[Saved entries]
____________

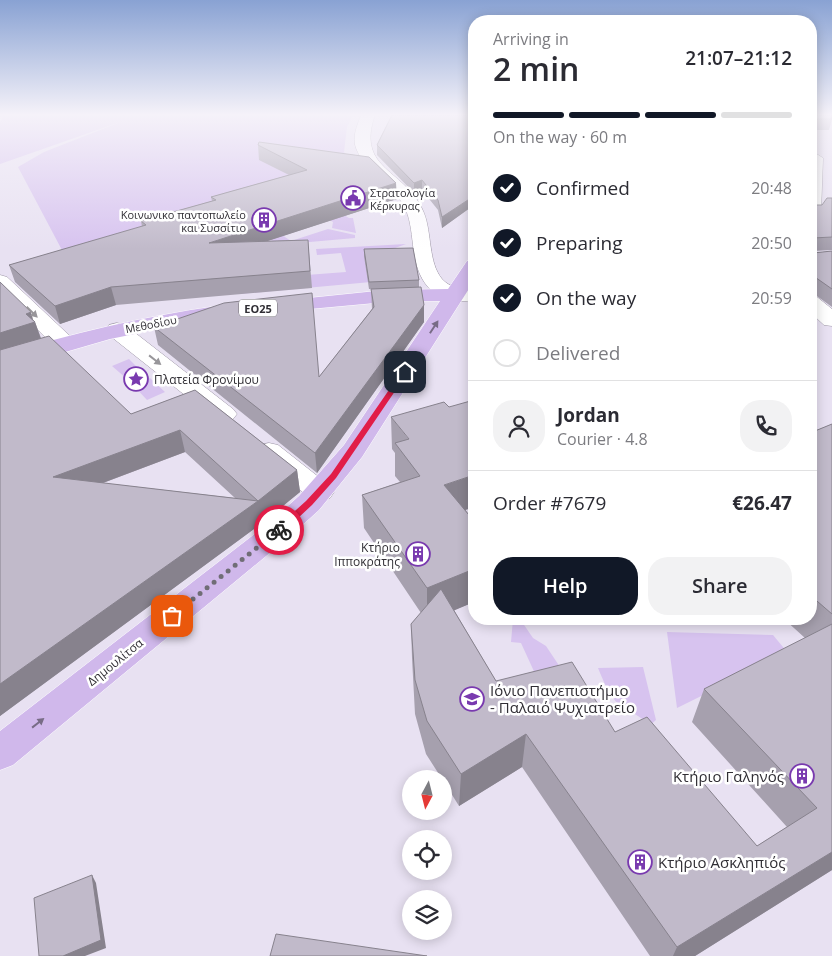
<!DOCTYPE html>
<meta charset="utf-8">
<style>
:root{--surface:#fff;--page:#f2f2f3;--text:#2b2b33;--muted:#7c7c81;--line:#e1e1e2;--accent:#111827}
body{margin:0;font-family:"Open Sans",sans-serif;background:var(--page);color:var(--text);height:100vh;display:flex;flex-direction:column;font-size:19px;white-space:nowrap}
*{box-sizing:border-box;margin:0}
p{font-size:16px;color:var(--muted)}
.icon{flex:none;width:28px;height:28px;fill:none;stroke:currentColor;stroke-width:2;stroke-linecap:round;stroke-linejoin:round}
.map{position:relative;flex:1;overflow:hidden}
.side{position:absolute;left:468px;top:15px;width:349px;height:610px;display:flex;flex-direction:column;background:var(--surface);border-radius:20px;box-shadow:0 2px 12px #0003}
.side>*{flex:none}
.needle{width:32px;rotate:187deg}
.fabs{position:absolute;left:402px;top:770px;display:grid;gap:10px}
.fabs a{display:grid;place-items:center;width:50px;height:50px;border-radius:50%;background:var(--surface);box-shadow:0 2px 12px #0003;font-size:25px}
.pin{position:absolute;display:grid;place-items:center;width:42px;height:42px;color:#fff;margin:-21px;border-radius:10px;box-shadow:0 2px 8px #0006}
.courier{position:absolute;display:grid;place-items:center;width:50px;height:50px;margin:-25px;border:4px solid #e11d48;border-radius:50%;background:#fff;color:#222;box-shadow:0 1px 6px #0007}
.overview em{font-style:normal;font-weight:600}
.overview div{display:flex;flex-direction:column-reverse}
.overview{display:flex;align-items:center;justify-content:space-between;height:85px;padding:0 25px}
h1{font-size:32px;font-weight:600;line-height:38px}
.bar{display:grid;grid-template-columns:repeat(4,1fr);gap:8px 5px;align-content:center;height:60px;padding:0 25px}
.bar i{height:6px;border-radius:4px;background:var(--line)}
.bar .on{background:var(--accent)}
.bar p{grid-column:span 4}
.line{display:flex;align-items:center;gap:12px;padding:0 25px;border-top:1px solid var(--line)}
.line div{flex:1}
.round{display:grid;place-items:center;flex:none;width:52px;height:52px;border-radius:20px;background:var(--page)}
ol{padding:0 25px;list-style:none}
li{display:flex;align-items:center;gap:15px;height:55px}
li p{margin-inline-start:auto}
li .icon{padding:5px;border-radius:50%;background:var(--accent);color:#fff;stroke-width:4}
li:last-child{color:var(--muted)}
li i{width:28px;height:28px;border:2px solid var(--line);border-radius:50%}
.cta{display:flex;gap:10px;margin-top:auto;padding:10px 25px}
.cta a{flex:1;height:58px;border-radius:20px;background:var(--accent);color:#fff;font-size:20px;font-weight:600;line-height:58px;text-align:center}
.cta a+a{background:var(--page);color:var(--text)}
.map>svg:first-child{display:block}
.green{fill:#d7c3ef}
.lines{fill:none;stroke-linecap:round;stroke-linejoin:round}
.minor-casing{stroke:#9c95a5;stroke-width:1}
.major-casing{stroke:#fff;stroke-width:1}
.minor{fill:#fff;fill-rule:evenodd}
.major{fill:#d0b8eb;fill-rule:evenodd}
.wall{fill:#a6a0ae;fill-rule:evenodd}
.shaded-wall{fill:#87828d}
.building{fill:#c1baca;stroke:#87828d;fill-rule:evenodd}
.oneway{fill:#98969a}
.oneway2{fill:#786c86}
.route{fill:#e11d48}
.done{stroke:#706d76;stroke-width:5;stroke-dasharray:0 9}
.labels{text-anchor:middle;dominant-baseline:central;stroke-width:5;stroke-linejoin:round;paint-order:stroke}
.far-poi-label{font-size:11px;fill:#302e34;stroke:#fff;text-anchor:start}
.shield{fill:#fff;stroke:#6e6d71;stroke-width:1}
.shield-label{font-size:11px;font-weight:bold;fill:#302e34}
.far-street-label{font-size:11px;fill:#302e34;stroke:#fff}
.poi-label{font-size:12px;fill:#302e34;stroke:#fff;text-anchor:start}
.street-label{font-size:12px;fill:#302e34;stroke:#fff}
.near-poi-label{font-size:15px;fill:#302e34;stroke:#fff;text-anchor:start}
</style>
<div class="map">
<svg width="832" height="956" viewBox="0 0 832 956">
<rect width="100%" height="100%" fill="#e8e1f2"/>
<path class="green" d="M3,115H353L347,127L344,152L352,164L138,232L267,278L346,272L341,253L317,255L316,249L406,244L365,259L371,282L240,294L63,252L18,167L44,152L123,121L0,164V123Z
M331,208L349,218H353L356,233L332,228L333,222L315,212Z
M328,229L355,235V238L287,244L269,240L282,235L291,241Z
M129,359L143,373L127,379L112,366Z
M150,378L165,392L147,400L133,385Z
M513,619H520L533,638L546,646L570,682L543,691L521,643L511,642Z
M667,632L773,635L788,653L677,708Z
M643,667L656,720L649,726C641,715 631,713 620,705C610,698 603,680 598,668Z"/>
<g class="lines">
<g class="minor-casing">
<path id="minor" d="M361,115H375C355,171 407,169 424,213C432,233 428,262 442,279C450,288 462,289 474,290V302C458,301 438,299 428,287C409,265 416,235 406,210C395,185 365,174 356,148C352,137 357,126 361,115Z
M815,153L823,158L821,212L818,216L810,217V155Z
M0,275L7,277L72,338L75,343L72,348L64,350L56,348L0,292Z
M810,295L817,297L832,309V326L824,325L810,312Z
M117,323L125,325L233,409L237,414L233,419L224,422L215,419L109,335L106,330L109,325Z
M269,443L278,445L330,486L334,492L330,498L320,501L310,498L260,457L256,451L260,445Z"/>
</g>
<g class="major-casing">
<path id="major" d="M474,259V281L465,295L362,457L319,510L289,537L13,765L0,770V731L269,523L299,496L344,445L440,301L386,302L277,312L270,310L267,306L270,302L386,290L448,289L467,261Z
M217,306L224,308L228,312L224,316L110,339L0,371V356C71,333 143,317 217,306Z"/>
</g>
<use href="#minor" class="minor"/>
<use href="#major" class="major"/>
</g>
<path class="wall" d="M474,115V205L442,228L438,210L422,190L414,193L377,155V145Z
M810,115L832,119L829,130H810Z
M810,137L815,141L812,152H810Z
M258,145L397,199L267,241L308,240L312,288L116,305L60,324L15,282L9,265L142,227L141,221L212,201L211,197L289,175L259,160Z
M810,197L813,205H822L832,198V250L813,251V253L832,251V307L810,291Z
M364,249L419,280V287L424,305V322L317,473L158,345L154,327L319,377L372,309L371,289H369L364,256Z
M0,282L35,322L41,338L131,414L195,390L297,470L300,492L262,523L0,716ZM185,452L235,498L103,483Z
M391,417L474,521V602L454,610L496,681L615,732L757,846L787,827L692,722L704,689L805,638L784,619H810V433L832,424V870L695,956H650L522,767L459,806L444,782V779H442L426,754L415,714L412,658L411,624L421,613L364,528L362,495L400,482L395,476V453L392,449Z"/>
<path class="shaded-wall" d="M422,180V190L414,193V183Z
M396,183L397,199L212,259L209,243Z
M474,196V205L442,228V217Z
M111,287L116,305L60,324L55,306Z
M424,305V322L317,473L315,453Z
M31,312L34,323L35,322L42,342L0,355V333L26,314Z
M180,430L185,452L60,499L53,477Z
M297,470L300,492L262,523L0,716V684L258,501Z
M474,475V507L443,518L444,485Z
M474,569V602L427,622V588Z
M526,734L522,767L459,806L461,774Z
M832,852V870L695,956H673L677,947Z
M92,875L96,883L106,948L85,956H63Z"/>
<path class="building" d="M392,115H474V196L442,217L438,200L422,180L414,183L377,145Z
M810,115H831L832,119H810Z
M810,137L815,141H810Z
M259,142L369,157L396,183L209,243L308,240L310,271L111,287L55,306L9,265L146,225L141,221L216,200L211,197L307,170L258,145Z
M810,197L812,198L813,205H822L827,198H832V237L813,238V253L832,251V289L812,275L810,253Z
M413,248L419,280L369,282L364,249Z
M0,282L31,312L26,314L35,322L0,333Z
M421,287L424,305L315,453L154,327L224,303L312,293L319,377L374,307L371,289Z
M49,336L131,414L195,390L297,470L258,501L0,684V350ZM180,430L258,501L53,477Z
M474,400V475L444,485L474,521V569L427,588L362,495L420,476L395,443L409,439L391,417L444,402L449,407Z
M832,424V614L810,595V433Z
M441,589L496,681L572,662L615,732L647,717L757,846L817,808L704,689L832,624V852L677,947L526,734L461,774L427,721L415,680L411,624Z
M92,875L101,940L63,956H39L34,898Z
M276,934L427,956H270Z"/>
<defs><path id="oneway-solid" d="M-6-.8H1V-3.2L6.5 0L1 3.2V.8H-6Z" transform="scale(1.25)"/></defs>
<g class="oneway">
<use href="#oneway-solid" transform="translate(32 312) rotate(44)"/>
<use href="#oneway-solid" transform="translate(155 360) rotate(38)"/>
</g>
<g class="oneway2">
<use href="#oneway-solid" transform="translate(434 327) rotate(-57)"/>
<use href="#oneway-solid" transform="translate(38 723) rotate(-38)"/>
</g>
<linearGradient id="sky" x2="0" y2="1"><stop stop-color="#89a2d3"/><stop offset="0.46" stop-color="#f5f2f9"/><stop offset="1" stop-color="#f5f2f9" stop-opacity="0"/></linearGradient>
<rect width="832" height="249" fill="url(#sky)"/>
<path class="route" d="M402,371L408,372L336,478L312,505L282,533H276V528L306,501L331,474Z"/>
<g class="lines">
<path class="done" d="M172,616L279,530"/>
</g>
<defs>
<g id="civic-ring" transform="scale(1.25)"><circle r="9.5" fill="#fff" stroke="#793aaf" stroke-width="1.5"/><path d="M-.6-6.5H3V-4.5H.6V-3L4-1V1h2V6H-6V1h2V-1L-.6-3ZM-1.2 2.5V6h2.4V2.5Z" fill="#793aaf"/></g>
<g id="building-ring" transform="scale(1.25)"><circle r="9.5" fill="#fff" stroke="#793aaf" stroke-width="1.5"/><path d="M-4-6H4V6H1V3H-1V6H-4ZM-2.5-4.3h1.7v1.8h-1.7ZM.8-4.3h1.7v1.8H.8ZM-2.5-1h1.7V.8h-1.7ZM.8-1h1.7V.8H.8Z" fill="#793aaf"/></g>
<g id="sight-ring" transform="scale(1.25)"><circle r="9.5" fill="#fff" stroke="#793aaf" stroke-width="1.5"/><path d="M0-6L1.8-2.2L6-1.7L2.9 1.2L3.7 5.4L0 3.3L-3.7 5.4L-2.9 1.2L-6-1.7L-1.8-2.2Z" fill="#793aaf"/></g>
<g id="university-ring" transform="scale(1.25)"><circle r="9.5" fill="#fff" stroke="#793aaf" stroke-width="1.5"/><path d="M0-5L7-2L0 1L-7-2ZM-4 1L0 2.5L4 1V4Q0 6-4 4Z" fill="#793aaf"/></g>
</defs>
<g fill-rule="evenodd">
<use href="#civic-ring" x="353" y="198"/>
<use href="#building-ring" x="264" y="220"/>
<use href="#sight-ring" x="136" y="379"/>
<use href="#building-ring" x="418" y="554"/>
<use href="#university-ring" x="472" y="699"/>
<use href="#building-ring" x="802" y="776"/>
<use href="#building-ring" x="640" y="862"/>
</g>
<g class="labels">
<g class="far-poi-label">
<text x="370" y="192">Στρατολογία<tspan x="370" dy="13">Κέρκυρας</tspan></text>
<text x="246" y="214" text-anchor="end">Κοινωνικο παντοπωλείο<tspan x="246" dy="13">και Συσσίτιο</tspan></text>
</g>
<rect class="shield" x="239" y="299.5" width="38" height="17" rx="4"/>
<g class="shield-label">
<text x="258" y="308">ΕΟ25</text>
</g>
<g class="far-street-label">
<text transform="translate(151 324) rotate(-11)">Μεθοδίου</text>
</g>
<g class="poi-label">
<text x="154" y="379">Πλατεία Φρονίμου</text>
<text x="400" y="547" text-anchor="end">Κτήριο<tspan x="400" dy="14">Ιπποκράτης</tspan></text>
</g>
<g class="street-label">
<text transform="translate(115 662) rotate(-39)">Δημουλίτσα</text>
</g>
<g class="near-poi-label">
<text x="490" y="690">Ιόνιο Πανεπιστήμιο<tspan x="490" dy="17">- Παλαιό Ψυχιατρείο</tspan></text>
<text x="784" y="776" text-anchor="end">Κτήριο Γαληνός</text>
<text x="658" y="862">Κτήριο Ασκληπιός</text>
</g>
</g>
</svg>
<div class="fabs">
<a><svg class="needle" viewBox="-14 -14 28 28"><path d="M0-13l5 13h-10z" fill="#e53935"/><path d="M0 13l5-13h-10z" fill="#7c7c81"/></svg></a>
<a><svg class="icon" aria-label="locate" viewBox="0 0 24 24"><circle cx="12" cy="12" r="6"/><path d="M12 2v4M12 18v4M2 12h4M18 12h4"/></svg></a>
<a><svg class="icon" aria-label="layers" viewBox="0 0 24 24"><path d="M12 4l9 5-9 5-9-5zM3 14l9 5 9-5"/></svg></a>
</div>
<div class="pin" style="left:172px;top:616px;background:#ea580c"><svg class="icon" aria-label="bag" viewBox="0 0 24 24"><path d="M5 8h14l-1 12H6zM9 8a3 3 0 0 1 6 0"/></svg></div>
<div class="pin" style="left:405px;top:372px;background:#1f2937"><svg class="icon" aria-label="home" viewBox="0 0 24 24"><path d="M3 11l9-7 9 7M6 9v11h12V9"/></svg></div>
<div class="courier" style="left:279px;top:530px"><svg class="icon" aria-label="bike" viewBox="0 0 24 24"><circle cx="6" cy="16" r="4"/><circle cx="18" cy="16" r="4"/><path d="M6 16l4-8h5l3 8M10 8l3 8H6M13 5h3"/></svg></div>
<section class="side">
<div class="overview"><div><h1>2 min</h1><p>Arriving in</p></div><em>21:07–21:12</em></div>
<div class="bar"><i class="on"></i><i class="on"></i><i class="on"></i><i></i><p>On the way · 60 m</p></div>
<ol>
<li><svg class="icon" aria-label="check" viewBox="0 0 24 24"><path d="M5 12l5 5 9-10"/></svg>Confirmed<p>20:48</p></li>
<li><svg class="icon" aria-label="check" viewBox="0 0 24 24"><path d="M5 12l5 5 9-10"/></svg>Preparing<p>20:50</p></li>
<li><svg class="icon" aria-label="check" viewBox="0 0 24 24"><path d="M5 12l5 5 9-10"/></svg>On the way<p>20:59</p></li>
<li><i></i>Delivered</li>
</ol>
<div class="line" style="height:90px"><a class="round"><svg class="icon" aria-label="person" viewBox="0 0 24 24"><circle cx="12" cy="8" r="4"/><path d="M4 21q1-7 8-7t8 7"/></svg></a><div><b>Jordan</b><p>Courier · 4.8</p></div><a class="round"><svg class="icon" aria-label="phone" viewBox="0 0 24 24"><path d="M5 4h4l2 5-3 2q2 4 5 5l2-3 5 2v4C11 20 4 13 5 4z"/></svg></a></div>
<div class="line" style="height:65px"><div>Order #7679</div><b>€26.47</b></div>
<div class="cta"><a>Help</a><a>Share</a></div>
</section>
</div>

____________

- [Exercise instructions]:
Search the records for the word "civic" and copy every line where it occurs.

- [Answer to this task]:
<g id="civic-ring" transform="scale(1.25)"><circle r="9.5" fill="#fff" stroke="#793aaf" stroke-width="1.5"/><path d="M-.6-6.5H3V-4.5H.6V-3L4-1V1h2V6H-6V1h2V-1L-.6-3ZM-1.2 2.5V6h2.4V2.5Z" fill="#793aaf"/></g>
<use href="#civic-ring" x="353" y="198"/>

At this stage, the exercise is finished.